(Saved data entries)
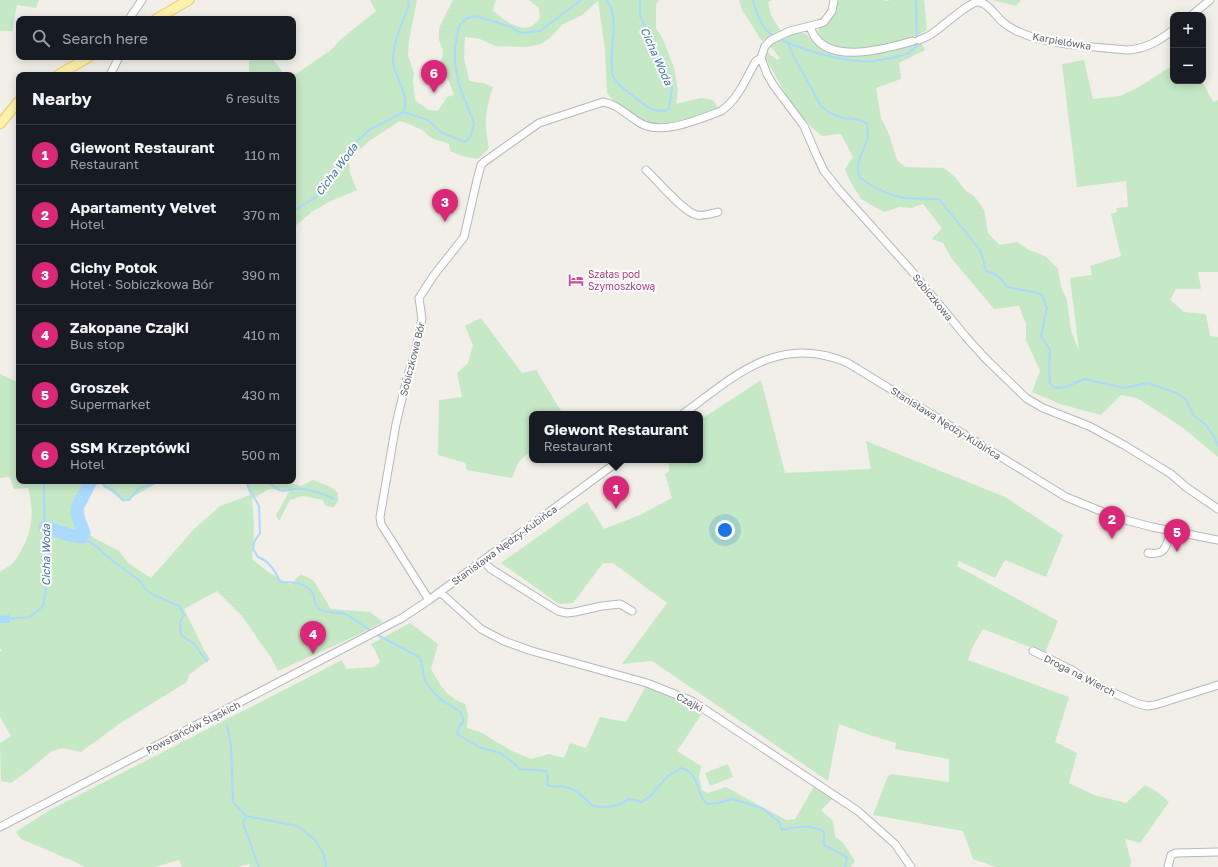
<!DOCTYPE html>
<html lang="en">
<head>
<meta charset="utf-8">
<style>
  body { margin:0; font-family:"Golos Text",sans-serif; background:#20242c; color:#f1f3f6 }
  .controls { position:absolute; right:12px; top:12px; display:grid; overflow:hidden; border-radius:8px; box-shadow:0 2px 10px #0003 }
  .controls button { width:36px; height:36px; display:grid; place-items:center; padding:0; border:0; border-bottom:1px solid #363941; background:#171b24; color:#f1f3f6; font:20px sans-serif }
  .you { position:absolute; left:725px; top:530px; width:14px; height:14px; margin:-10px; border:3px solid #fff; border-radius:50%; background:#1a73e8; box-shadow:0 0 0 6px #1a73e833 }
  .badge { display:grid; place-items:center; width:26px; height:26px; border-radius:50%; background:#db2777; color:#fff; font-size:13px; font-weight:700 }
  .pin { position:absolute; translate:-50% -33px; filter:drop-shadow(0 1px 2px #0008) }
  .pin::after { content:''; position:absolute; top:21px; width:14px; height:12px; background:inherit; clip-path:polygon(0 0,100% 0,50% 100%) }
  .popup { position:absolute; left:529px; top:411px; width:174px; height:52px; box-sizing:border-box; display:grid; place-content:center; border-radius:8px; background:#171b24; filter:drop-shadow(0 1px 3px #0005); font-size:13px; white-space:nowrap; color:#9ea1a6 }
  .popup b { font-size:15px; color:#f1f3f6 }
  .popup::after { content:''; position:absolute; left:50%; top:100%; margin-left:-8px; border:8px solid transparent; border-top-color:#171b24 }
  .list { margin:0; padding:0; list-style:none }
  h2 { display:flex; justify-content:space-between; align-items:center; height:52px; margin:0; padding:0 16px; font-size:17px }
  h2 small { font-size:13px; font-weight:400; color:#9ea1a6 }
  .list li { display:grid; grid-template-columns:26px 1fr auto; gap:12px; align-items:center; box-sizing:border-box; height:60px; padding:0 16px; border-top:1px solid #363941 }
  .list b { display:block; font-size:15px; white-space:nowrap }
  .list p { margin:0; font-size:13px; white-space:nowrap; color:#9ea1a6 }
  .list em { font-size:13px; font-style:normal; color:#9ea1a6 }
  .icon { flex:none; width:22px; height:22px; fill:none; stroke:currentColor; stroke-width:2; stroke-linecap:round; stroke-linejoin:round }
  .map { position:relative; flex:none; width:1218px; height:867px; overflow:hidden }
  .search { position:absolute; background:#171b24; box-shadow:0 2px 10px #0003; left:16px; top:16px; width:280px; height:44px; display:flex; align-items:center; gap:10px; box-sizing:border-box; padding:0 14px; border-radius:8px; color:#9ea1a6; font-size:15px }
  .panel { position:absolute; background:#171b24; box-shadow:0 2px 10px #0003; left:16px; top:72px; width:280px; height:412px; border-radius:8px }
  .map>svg:first-child { display:block }
  .green { fill:#c5e8c5 }
  .water { fill:#aadaff }
  .lines { fill:none; stroke-linecap:round; stroke-linejoin:round }
  .stream { stroke:#aadaff; stroke-width:2 }
  .river { stroke:#aadaff; stroke-width:13 }
  .minor-casing { stroke:#b5b8bc; stroke-width:9 }
  .major-casing { stroke:#f2c960; stroke-width:11 }
  .minor { stroke:#fff; stroke-width:7 }
  .major { stroke:#fff2af; stroke-width:9 }
  .labels { text-anchor:middle; dominant-baseline:central; stroke-width:4; stroke-linejoin:round; paint-order:stroke }
  .street-label { font-size:10px; fill:#5f6368; stroke:#fff }
  .hotel-label { font-size:10px; fill:#b23c85; stroke:#fff; text-anchor:start }
  .water-label { font-size:11px; font-style:italic; fill:#4174aa; stroke:#fff }
</style>
</head>
<body>
<div class="map">
<svg width="1218" height="867" viewBox="0 0 1218 867">
  <rect width="100%" height="100%" fill="#f1efe8"/>
  <path class="green" d="M 0,0 L 39,0 L 36,8 L 17,5 L 12,31 L 0,31 Z
    M 370,0 L 417,0 L 409,40 L 408,56 L 414,73 L 413,81 L 415,100 L 428,110 L 438,111 L 447,97 L 454,95 L 446,74 L 436,70 L 442,58 L 443,50 L 439,40 L 439,28 L 453,0 L 497,0 L 495,2 L 493,10 C 507,23 526,38 540,18 L 539,8 L 529,0 L 659,0 L 656,5 L 656,28 L 663,39 L 674,68 L 678,91 L 676,104 L 701,98 L 713,100 L 718,108 L 682,122 L 658,128 L 643,124 L 630,112 L 616,104 L 607,93 L 605,49 L 598,1 L 581,16 L 563,24 L 551,37 L 541,44 L 527,47 L 495,46 L 480,39 L 465,37 L 464,59 L 467,70 L 469,81 L 483,83 L 493,87 C 485,110 484,124 489,148 L 478,159 L 462,156 L 450,151 L 449,144 L 431,138 L 422,130 L 409,124 L 400,121 L 369,141 L 349,160 L 350,173 L 357,190 L 329,202 L 313,211 L 293,228 L 293,76 L 331,50 L 340,40 L 376,11 Z
    M 739,0 L 772,0 L 768,2 L 771,15 L 780,30 L 762,41 L 742,10 Z
    M 837,0 L 884,0 L 885,1 L 890,0 L 924,0 L 927,30 C 907,42 872,51 848,49 C 842,49 834,45 828,42 C 823,39 819,37 818,31 Z
    M 993,0 L 1021,0 L 1016,6 Z
    M 799,32 L 806,34 L 815,43 L 832,52 L 907,46 L 920,41 L 925,50 L 899,63 L 901,79 L 876,88 L 881,118 L 889,134 L 897,160 L 905,167 L 944,168 L 955,177 L 965,190 L 975,197 L 984,210 L 988,233 L 1000,245 L 1017,242 L 1029,250 L 1045,256 L 1058,269 L 1061,287 L 1067,300 L 1071,331 L 1079,351 L 1070,278 L 1092,275 L 1090,266 L 1121,256 L 1111,214 L 1117,212 L 1116,208 L 1128,207 L 1126,181 L 1077,187 L 1062,64 L 1084,60 L 1093,99 L 1120,96 L 1139,87 L 1173,65 L 1173,81 L 1180,81 L 1180,82 L 1202,81 L 1213,102 L 1218,100 L 1218,272 L 1198,272 L 1201,289 L 1176,289 L 1170,300 L 1184,312 L 1206,314 L 1210,336 L 1218,337 L 1218,457 L 1182,427 L 1137,398 L 1121,395 L 1101,415 L 1060,404 L 1032,392 L 1040,371 L 1026,340 L 1026,324 L 1019,306 L 994,309 L 952,259 L 943,243 L 932,239 L 942,228 L 923,204 L 912,208 L 899,207 L 884,212 L 861,199 L 849,179 L 845,169 L 853,157 L 841,134 L 822,136 C 796,116 782,87 766,59 L 767,52 L 777,60 L 780,58 L 769,45 L 787,34 Z
    M 258,57 L 271,57 L 285,75 L 249,75 L 249,61 Z
    M 481,318 L 522,373 L 536,370 L 563,414 L 532,414 L 532,450 L 519,461 L 512,478 L 467,470 L 465,463 L 438,455 L 439,400 L 462,397 L 457,373 L 468,363 L 473,345 L 465,326 Z
    M 0,374 L 19,383 L 19,481 L 158,481 L 154,485 L 123,502 L 106,487 L 100,484 L 93,485 L 76,521 L 81,528 L 94,538 L 119,551 L 128,563 L 151,578 L 194,529 L 220,506 L 250,495 L 245,481 L 282,481 L 301,486 L 313,480 L 331,487 L 338,493 L 338,501 L 334,507 L 325,506 L 323,500 L 303,496 L 290,500 L 279,521 L 276,515 L 290,490 L 269,489 L 252,499 L 254,525 L 252,559 L 268,572 L 291,585 L 301,574 L 313,580 L 320,591 L 331,609 L 370,612 L 383,622 C 349,640 313,655 278,671 L 272,659 L 242,616 L 217,591 L 184,609 L 204,650 L 210,659 L 189,675 L 187,682 L 122,722 L 81,752 L 63,748 L 52,751 L 29,770 L 11,783 L 1,781 L 0,743 L 11,736 L 0,717 L 0,652 L 2,650 L 0,648 L 0,572 C 3,569 8,567 11,565 C 15,561 19,555 22,549 C 33,529 34,511 28,488 L 14,489 L 10,477 L 0,478 Z
    M 761,380 L 785,473 L 871,469 L 866,441 L 1005,497 L 1063,535 L 1046,577 L 1005,560 L 995,578 L 959,561 L 957,566 L 1058,621 L 1045,653 L 983,629 L 972,648 L 968,660 L 1069,697 L 1055,742 L 1077,753 L 1069,783 L 1094,795 L 1126,803 L 1145,785 L 1156,791 L 1169,802 L 1140,843 L 1125,839 L 1131,861 L 1130,867 L 996,867 L 973,859 L 963,831 L 873,815 L 888,776 L 892,774 L 949,782 L 949,759 L 895,749 L 896,743 L 869,735 L 839,724 L 828,781 L 652,661 L 622,664 L 667,603 L 613,563 L 603,563 L 573,603 L 559,604 L 501,563 L 587,502 L 604,529 L 642,514 L 672,498 L 665,474 L 669,471 L 669,460 L 700,460 L 700,420 Z
    M 410,623 L 438,644 L 431,669 C 441,686 445,696 465,704 L 468,715 L 467,728 L 480,732 L 512,751 L 531,759 L 549,754 L 564,758 L 570,743 L 586,748 L 600,717 L 626,722 L 646,686 L 679,698 L 703,712 L 677,751 L 701,766 L 699,777 L 702,790 L 708,793 L 726,787 L 786,820 L 795,819 L 815,785 L 834,797 L 821,810 L 833,821 L 835,836 L 843,843 L 855,861 L 851,867 L 250,867 L 249,864 L 238,867 L 182,867 L 179,860 L 155,867 L 85,867 L 73,861 L 21,839 L 16,832 L 48,811 L 342,660 L 346,669 L 374,667 L 380,662 L 377,654 L 371,644 Z
    M 728,764 L 733,777 L 710,786 L 705,773 Z"/>
  <path class="water" d="M 10,615 L 10,623 L 0,623 L 0,616 Z"/>
  <g class="lines">
    <path class="stream" d="M 606,0 C 621,16 609,48 612,69 C 612,72 612,75 614,78 C 620,88 632,95 641,102 C 649,109 660,114 669,109 L 672,88 L 640,16 L 640,0
      M 753,0 C 756,13 761,29 774,36
      M 780,39 C 805,51 845,63 873,61 C 879,60 885,59 891,58 C 904,55 908,56 917,45 L 916,0
      M 788,43 L 793,55 L 821,106 L 830,113 L 842,118 L 856,119 L 867,123 C 867,128 869,135 867,140 C 863,156 855,157 859,177 C 872,187 891,197 907,198 C 918,199 929,199 939,199 L 979,249 C 984,257 983,263 986,271 C 997,274 1001,278 1007,287 L 1034,292 L 1042,295 L 1047,308 L 1041,336 L 1050,350 L 1049,369 L 1050,383 L 1054,388 L 1066,387 L 1084,379 L 1124,388 L 1148,383 L 1177,393 L 1186,400 L 1194,416 L 1205,424 L 1214,436 L 1218,446
      M 404,112 C 410,91 393,77 393,60 C 393,42 402,23 409,6 L 408,0
      M 293,211 L 316,197 L 332,178 L 350,148 L 369,130 L 404,112 L 428,120 L 442,133 L 465,142 L 471,136 L 474,123 L 459,85 L 455,63 L 455,46 L 459,26 L 467,18 L 476,16 L 511,27 L 521,33 L 540,31 L 581,0
      M 103,481 L 104,486 L 115,492 L 123,500 L 129,500 L 138,489 L 160,481
      M 247,481 L 248,487 L 259,506 L 260,533 L 254,542 L 253,549 L 258,557 C 269,561 276,572 280,582 C 292,582 310,582 314,597 C 314,602 316,607 321,610 C 329,614 338,611 345,614 C 354,618 363,626 371,631
      M 249,481 C 255,483 261,481 267,482 C 273,484 276,490 283,491 C 286,491 290,489 293,489 C 307,488 322,493 334,499
      M 82,537 L 97,547 L 114,562 L 139,580 L 146,590 L 154,595 L 179,606 L 184,615 L 180,622 L 181,635 L 194,644 L 207,661
      M 8,619 L 30,617 L 43,606 C 49,580 46,555 45,528 C 44,512 44,497 44,481
      M 376,634 L 419,657 C 425,665 421,671 425,680 C 427,686 434,692 438,697 C 446,706 464,707 463,722 C 459,726 457,729 457,734 L 479,747 L 500,753 L 510,760 L 520,769 L 546,771 L 548,776 L 547,785 C 553,788 559,785 566,787 C 577,789 586,800 593,806 C 604,808 621,807 628,799 L 642,802 L 650,796 L 668,776 L 681,768 C 701,773 694,792 707,804 L 718,803 L 732,799 L 762,808 L 779,822 L 782,830 C 795,827 812,824 824,832 L 824,845 L 847,857 L 845,867
      M 227,725 L 231,746 L 233,802 L 246,816 L 298,826 L 315,840 L 324,855 L 326,867
      M 246,816 L 243,824 L 259,867"/>
    <path class="river" d="M 45,527 L 69,535 L 82,537 L 84,533 L 78,517 L 77,508 L 91,481"/>
    <g class="minor-casing">
      <path id="minor" d="M 834,0 L 832,11 L 824,22 L 818,24 L 790,31 L 771,40 L 765,46 L 761,58 L 767,74 L 774,86 L 804,126 L 816,154 L 824,171 L 840,191 L 910,269 L 966,337 L 984,357 L 1026,398 L 1043,408 L 1089,426 L 1124,445 L 1171,474 L 1186,487 L 1218,509
        M 1192,15 L 1210,0
        M 129,19 L 142,0
        M 810,26 C 821,68 885,49 913,41
        M 919,40 C 924,38 929,36 933,33 C 942,27 969,2 978,2 C 988,2 996,17 1004,23 C 1008,26 1014,30 1019,32 C 1047,45 1096,47 1127,50 C 1146,49 1159,41 1173,30
        M 110,75 L 119,57
        M 646,170 C 657,180 684,213 697,215 C 704,216 711,214 718,212
        M 683,414 C 736,375 779,333 848,363 L 1066,497 L 1118,518 L 1152,527 L 1218,540
        M 1148,553 C 1167,556 1166,545 1171,531
        M 483,561 L 491,569 L 558,611 L 567,613 L 575,612 L 602,606 L 620,604 L 632,611
        M 440,592 L 481,629 L 504,641 L 532,651 L 647,683 L 692,701 L 858,811 L 895,844 L 911,867
        M 429,600 L 381,524 L 380,517 L 396,424 L 407,378 L 415,353 L 422,319 L 419,298 L 434,275 L 464,237 L 477,180 L 481,165 L 484,162 L 539,123 L 603,102 C 617,104 628,116 640,123 C 662,136 700,119 721,111 C 738,100 746,78 756,61 L 761,58
        M 1033,651 L 1072,670 L 1090,682 L 1107,690 L 1136,703 L 1147,706 L 1155,705 L 1218,685
        M 0,827 L 402,618 L 429,600 L 620,460
        M 1168,867 L 1171,855 L 1176,853 L 1218,852"/>
    </g>
    <g class="major-casing">
      <path id="major" d="M 156,19 L 189,0
        M 58,75 L 89,57
        M 0,124 L 19,101"/>
    </g>
    <use href="#minor" class="minor"/>
    <use href="#major" class="major"/>
  </g>
  <defs>
    <g id="hotel-bare" transform="scale(1.2)"><path d="M-6-4.5h1.5V1H6V5H4.5V3h-9V5H-6ZM-4 0a1.8 1.8 0 1 1 3.6 0ZM.5 0V-2.5h3Q6-2.5 6 0Z" fill="#d1479c" stroke="#fff" stroke-width="2.5" paint-order="stroke"/></g>
  </defs>
  <g fill-rule="evenodd">
    <use href="#hotel-bare" x="576" y="280"/>
  </g>
  <g class="labels">
    <g class="street-label">
      <text transform="translate(1062 41) rotate(10)">Karpielówka</text>
      <text transform="translate(933 297) rotate(51)">Sobiczkowa</text>
      <text transform="translate(412 359) rotate(-76)">Sobiczkowa Bór</text>
      <text transform="translate(946 423) rotate(32)">Stanisława Nędzy-Kubińca</text>
      <text transform="translate(504 545) rotate(-36)">Stanisława Nędzy-Kubińca</text>
      <text transform="translate(1080 675) rotate(27)">Droga na Wierch</text>
      <text transform="translate(690 702) rotate(28)">Czajki</text>
      <text transform="translate(193 727) rotate(-27)">Powstańców Śląskich</text>
    </g>
    <g class="hotel-label">
      <text x="588" y="274">Szałas pod<tspan x="588" dy="12">Szymoszkową</tspan></text>
    </g>
    <g class="water-label">
      <text transform="translate(657 56) rotate(66)">Cicha Woda</text>
      <text transform="translate(336 169) rotate(-53)">Cicha Woda</text>
      <text transform="translate(45 555) rotate(-90)">Cicha Woda</text>
    </g>
  </g>
</svg>
<div class="controls">
<button>+</button>
<button>−</button>
</div>
<div class="you"></div>
<div class="pin badge" style="left:616px;top:509px">1</div>
<div class="popup"><b>Giewont Restaurant</b>Restaurant</div>
<div class="pin badge" style="left:1112px;top:539px">2</div>
<div class="pin badge" style="left:445px;top:222px">3</div>
<div class="pin badge" style="left:313px;top:654px">4</div>
<div class="pin badge" style="left:1177px;top:552px">5</div>
<div class="pin badge" style="left:434px;top:93px">6</div>
<div class="search"><svg class="icon" aria-label="search" viewBox="0 0 24 24"><circle cx="10" cy="10" r="6"/><path d="M15 15l6 6"/></svg>Search here</div>
<section class="panel">
<h2>Nearby<small>6 results</small></h2>
<ul class="list">
<li><span class="badge">1</span><div><b>Giewont Restaurant</b><p>Restaurant</p></div><em>110 m</em></li>
<li><span class="badge">2</span><div><b>Apartamenty Velvet</b><p>Hotel</p></div><em>370 m</em></li>
<li><span class="badge">3</span><div><b>Cichy Potok</b><p>Hotel · Sobiczkowa Bór</p></div><em>390 m</em></li>
<li><span class="badge">4</span><div><b>Zakopane Czajki</b><p>Bus stop</p></div><em>410 m</em></li>
<li><span class="badge">5</span><div><b>Groszek</b><p>Supermarket</p></div><em>430 m</em></li>
<li><span class="badge">6</span><div><b>SSM Krzeptówki</b><p>Hotel</p></div><em>500 m</em></li>
</ul>
</section>
</div>
</body>
</html>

→ What is expected
Looking at the entries above, state how many lines contain "hidden"; give the number alone.

→ Exercise response
2